- _ACTIVITY_: Wherever "none" appears in the records below, copy the line that holds it.

Saved data entries:
>>>
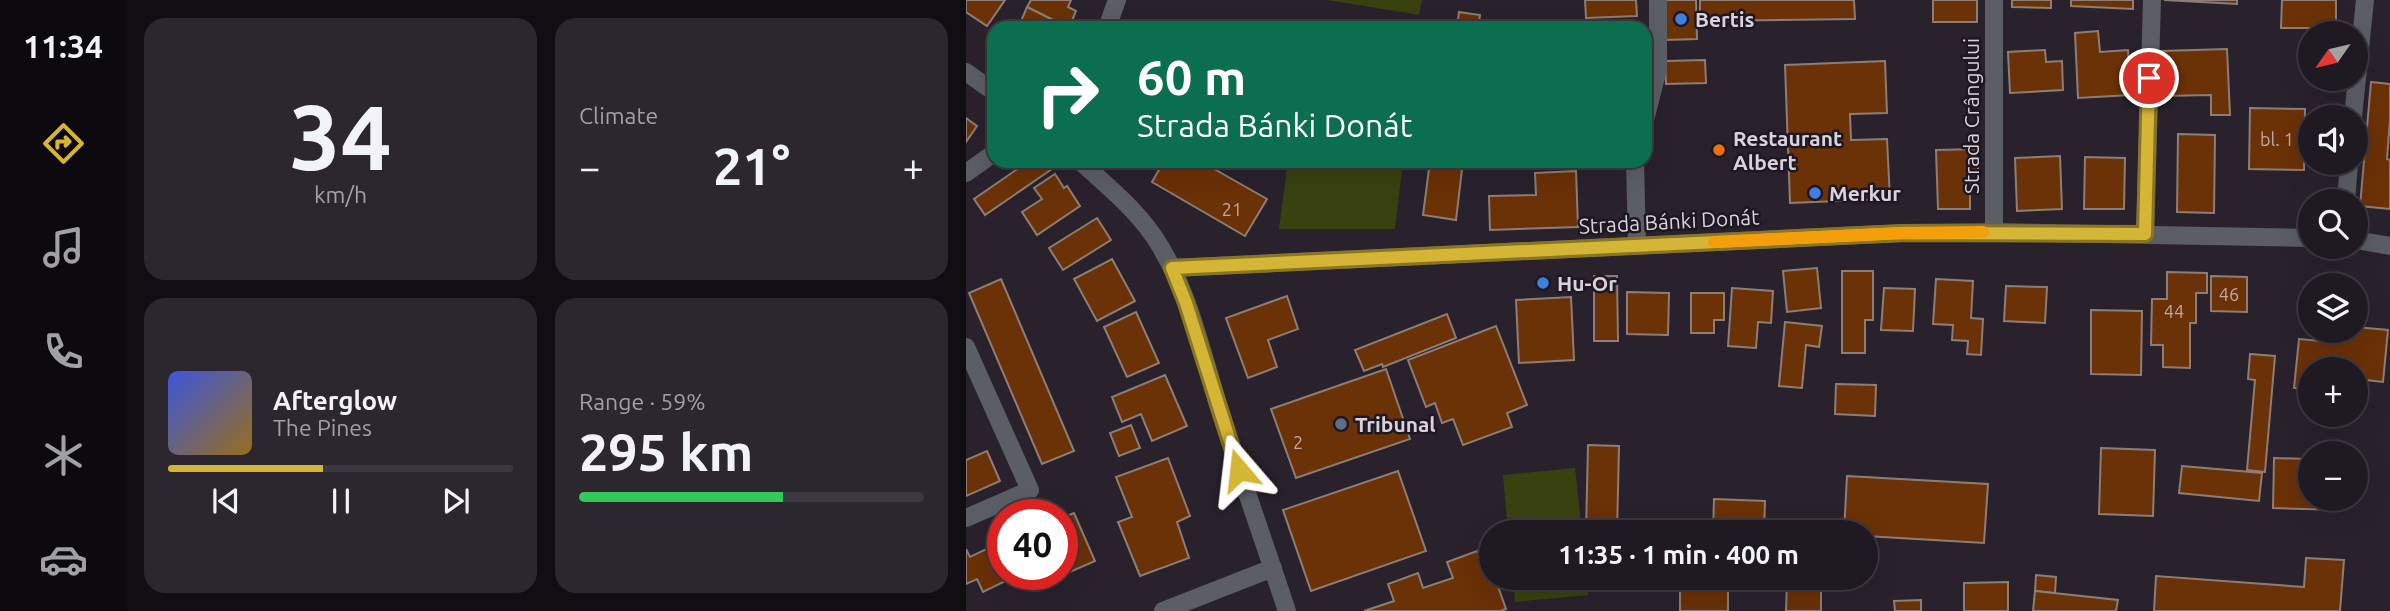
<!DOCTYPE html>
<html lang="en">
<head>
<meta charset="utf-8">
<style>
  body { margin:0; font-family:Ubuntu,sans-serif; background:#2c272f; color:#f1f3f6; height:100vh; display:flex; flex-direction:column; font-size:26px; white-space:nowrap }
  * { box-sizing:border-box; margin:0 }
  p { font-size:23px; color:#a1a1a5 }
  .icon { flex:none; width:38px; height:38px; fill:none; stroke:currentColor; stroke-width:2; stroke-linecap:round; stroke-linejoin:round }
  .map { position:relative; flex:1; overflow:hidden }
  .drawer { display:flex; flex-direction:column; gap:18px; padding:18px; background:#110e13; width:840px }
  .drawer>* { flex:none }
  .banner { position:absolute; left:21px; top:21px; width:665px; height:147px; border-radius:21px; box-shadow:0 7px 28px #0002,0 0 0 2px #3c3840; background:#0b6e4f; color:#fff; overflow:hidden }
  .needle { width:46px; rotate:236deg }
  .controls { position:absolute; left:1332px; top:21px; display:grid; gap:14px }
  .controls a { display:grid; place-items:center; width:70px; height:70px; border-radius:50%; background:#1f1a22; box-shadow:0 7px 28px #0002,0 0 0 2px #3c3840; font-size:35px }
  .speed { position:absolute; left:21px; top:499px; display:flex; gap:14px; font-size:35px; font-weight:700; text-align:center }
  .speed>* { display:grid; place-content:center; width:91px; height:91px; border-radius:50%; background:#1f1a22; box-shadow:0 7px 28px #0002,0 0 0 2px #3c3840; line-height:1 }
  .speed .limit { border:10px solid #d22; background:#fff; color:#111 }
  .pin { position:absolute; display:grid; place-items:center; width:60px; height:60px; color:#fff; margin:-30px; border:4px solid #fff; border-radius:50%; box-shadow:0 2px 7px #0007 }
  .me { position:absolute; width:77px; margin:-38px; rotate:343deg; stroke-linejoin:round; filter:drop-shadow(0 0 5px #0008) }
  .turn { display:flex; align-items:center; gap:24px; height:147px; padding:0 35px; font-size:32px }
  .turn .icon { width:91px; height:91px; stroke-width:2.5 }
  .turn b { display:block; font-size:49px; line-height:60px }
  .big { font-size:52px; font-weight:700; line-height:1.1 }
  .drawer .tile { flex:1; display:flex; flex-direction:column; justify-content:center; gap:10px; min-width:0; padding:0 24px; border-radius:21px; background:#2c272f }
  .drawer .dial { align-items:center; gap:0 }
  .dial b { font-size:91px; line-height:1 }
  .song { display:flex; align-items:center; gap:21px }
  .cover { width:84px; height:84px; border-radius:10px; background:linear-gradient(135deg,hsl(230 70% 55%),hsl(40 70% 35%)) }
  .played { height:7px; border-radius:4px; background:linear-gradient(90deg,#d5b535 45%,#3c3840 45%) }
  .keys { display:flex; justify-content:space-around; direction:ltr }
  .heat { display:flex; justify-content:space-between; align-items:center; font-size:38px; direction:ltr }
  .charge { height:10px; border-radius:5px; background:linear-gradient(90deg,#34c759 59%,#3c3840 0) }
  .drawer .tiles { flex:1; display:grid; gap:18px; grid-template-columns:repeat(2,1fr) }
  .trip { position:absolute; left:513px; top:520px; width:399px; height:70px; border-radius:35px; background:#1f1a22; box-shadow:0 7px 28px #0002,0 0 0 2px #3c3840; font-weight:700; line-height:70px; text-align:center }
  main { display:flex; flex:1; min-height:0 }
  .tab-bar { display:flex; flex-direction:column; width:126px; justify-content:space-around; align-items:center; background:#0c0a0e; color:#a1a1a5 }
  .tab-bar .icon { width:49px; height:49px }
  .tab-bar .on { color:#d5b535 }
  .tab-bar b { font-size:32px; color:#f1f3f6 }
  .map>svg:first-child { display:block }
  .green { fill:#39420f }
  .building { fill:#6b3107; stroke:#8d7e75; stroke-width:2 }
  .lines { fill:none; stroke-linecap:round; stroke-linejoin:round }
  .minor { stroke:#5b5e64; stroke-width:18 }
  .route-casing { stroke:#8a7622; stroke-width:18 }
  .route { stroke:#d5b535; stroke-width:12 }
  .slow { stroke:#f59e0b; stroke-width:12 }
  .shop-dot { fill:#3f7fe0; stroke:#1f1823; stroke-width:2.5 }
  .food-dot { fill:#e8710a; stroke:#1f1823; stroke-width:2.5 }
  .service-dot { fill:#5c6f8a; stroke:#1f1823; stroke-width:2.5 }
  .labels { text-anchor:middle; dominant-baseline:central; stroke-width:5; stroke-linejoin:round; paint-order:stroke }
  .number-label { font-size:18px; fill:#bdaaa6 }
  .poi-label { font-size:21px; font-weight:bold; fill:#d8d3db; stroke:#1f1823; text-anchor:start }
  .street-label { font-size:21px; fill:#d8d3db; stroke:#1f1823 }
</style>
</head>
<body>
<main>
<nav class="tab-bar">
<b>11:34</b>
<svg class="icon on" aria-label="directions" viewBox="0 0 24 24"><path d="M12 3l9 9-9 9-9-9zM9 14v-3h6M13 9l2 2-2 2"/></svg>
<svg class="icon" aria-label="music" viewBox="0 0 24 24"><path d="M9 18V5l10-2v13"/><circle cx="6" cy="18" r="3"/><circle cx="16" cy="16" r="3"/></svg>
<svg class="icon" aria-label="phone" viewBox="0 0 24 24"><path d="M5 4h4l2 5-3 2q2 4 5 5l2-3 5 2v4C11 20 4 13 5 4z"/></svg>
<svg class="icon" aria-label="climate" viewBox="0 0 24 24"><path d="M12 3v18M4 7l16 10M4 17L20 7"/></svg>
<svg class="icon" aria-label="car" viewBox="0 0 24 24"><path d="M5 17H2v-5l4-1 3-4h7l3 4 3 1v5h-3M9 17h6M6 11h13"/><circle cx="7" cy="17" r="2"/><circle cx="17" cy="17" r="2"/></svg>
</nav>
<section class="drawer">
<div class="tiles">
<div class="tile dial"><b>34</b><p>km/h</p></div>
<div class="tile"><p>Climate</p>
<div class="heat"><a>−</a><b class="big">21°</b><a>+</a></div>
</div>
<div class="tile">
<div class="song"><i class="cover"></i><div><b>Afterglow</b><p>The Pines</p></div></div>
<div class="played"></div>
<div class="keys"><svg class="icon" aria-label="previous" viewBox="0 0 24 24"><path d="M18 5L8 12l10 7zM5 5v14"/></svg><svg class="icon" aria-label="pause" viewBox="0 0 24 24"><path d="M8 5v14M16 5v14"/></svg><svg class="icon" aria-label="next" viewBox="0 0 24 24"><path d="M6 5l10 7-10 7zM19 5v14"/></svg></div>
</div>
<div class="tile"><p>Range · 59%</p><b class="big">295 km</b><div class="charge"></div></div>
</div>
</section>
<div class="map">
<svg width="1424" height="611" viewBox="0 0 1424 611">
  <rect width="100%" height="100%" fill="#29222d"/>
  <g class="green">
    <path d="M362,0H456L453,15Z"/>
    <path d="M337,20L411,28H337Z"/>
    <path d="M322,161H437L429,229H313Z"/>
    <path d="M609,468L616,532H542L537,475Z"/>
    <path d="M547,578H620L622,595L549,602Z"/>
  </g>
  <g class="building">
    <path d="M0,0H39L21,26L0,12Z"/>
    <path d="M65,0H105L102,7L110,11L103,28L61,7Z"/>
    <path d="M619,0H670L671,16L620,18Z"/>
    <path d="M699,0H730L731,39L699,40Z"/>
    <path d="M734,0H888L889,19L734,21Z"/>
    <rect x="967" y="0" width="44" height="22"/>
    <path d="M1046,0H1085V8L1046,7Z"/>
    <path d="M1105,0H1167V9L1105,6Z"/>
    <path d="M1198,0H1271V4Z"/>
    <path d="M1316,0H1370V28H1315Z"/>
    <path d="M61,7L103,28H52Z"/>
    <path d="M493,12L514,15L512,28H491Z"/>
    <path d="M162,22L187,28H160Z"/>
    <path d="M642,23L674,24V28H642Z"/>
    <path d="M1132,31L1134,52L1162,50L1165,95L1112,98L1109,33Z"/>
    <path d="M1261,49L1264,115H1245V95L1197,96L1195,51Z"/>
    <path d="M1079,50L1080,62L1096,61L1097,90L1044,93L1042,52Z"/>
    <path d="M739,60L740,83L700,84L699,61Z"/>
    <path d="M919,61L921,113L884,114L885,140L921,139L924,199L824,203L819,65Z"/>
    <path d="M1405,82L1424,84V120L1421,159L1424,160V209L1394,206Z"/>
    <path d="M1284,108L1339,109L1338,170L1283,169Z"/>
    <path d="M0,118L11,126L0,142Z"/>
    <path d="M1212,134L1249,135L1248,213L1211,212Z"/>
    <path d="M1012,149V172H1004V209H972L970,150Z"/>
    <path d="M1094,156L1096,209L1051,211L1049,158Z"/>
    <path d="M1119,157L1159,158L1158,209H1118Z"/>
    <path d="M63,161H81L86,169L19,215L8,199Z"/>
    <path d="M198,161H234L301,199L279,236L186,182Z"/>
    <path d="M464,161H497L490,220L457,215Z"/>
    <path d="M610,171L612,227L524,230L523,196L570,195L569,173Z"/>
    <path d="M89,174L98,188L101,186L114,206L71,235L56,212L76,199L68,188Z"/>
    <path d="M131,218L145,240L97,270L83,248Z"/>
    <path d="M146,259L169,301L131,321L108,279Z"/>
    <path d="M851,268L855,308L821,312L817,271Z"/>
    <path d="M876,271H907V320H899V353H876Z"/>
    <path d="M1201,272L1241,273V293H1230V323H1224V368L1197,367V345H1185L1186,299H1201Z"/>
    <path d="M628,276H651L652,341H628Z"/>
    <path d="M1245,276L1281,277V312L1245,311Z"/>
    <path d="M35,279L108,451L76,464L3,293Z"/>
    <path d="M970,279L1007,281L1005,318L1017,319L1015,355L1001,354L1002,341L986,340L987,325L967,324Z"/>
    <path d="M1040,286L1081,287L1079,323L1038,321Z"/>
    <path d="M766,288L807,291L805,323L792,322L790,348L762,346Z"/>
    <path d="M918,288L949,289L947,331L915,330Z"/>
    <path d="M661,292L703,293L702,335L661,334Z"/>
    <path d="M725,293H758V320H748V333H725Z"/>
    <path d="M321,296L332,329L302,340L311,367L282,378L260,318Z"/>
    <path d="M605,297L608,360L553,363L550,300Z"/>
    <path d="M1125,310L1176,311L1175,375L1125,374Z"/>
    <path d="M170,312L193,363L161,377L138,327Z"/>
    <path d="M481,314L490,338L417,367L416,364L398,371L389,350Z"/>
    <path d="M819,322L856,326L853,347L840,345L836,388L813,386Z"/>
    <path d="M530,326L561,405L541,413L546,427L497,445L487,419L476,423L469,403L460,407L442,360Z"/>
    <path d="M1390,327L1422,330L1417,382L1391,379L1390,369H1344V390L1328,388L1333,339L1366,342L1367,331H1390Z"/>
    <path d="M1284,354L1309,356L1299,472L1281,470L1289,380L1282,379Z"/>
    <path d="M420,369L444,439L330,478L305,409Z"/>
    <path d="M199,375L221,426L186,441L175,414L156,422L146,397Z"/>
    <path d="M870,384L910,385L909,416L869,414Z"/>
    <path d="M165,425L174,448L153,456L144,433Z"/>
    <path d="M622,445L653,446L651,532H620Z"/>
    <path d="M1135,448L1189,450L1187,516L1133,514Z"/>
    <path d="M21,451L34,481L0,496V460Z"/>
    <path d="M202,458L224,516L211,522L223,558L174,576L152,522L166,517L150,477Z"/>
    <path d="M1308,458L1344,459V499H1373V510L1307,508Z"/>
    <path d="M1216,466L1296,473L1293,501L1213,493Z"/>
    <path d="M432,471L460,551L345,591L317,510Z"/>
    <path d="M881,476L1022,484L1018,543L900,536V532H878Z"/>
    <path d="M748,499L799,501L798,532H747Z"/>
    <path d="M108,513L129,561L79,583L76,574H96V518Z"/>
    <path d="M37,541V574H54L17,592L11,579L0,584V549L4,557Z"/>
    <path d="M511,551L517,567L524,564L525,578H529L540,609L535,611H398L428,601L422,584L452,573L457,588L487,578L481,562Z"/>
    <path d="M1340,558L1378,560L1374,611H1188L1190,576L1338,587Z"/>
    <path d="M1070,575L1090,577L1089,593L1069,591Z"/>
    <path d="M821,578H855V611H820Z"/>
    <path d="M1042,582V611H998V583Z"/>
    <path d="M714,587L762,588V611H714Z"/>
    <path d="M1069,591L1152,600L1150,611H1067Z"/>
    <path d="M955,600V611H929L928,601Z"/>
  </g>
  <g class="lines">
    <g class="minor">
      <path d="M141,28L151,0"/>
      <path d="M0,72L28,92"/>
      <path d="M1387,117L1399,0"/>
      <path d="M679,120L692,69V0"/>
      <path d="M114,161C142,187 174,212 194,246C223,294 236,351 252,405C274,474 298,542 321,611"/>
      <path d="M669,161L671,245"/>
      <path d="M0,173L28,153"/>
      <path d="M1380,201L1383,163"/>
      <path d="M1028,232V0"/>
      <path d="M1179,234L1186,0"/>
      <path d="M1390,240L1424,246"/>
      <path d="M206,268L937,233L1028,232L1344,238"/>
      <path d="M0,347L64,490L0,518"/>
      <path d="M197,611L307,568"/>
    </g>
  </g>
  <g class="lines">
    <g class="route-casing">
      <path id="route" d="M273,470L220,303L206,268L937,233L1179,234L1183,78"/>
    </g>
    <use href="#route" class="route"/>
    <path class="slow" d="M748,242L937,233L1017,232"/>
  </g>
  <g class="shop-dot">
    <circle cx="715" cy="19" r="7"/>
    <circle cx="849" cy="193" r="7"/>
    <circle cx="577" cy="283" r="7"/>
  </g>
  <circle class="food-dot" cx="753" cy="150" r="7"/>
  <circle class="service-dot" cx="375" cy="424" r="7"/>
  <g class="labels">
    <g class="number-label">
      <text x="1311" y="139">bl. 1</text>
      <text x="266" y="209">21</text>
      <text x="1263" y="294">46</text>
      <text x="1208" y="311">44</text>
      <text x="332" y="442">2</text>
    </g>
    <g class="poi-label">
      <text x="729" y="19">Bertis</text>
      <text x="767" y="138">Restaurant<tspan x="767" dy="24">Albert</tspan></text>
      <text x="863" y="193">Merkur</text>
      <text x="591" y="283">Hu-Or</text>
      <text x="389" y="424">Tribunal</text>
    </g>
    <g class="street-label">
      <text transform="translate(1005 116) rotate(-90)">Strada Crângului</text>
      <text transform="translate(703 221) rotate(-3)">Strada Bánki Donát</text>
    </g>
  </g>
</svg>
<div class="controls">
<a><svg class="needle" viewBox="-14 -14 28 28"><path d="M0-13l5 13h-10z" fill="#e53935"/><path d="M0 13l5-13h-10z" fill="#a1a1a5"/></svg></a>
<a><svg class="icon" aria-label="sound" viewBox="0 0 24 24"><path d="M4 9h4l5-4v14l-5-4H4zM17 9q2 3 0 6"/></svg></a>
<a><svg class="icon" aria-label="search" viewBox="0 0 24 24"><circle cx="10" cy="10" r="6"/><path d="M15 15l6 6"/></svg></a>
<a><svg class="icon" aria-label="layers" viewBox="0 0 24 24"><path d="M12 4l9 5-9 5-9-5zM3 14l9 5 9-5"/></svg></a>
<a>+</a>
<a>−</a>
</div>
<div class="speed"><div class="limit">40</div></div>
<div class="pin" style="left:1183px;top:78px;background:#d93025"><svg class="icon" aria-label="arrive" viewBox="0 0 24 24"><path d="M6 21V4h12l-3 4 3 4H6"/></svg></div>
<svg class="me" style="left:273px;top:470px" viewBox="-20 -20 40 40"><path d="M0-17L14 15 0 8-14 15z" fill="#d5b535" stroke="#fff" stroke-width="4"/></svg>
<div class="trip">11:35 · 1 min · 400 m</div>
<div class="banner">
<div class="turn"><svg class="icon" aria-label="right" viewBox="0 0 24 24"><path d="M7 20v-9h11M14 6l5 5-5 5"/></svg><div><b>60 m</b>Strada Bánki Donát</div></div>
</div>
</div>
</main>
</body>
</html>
<<<
- _RESULT BELOW_:
  .icon { flex:none; width:38px; height:38px; fill:none; stroke:currentColor; stroke-width:2; stroke-linecap:round; stroke-linejoin:round }
  .drawer>* { flex:none }
  .lines { fill:none; stroke-linecap:round; stroke-linejoin:round }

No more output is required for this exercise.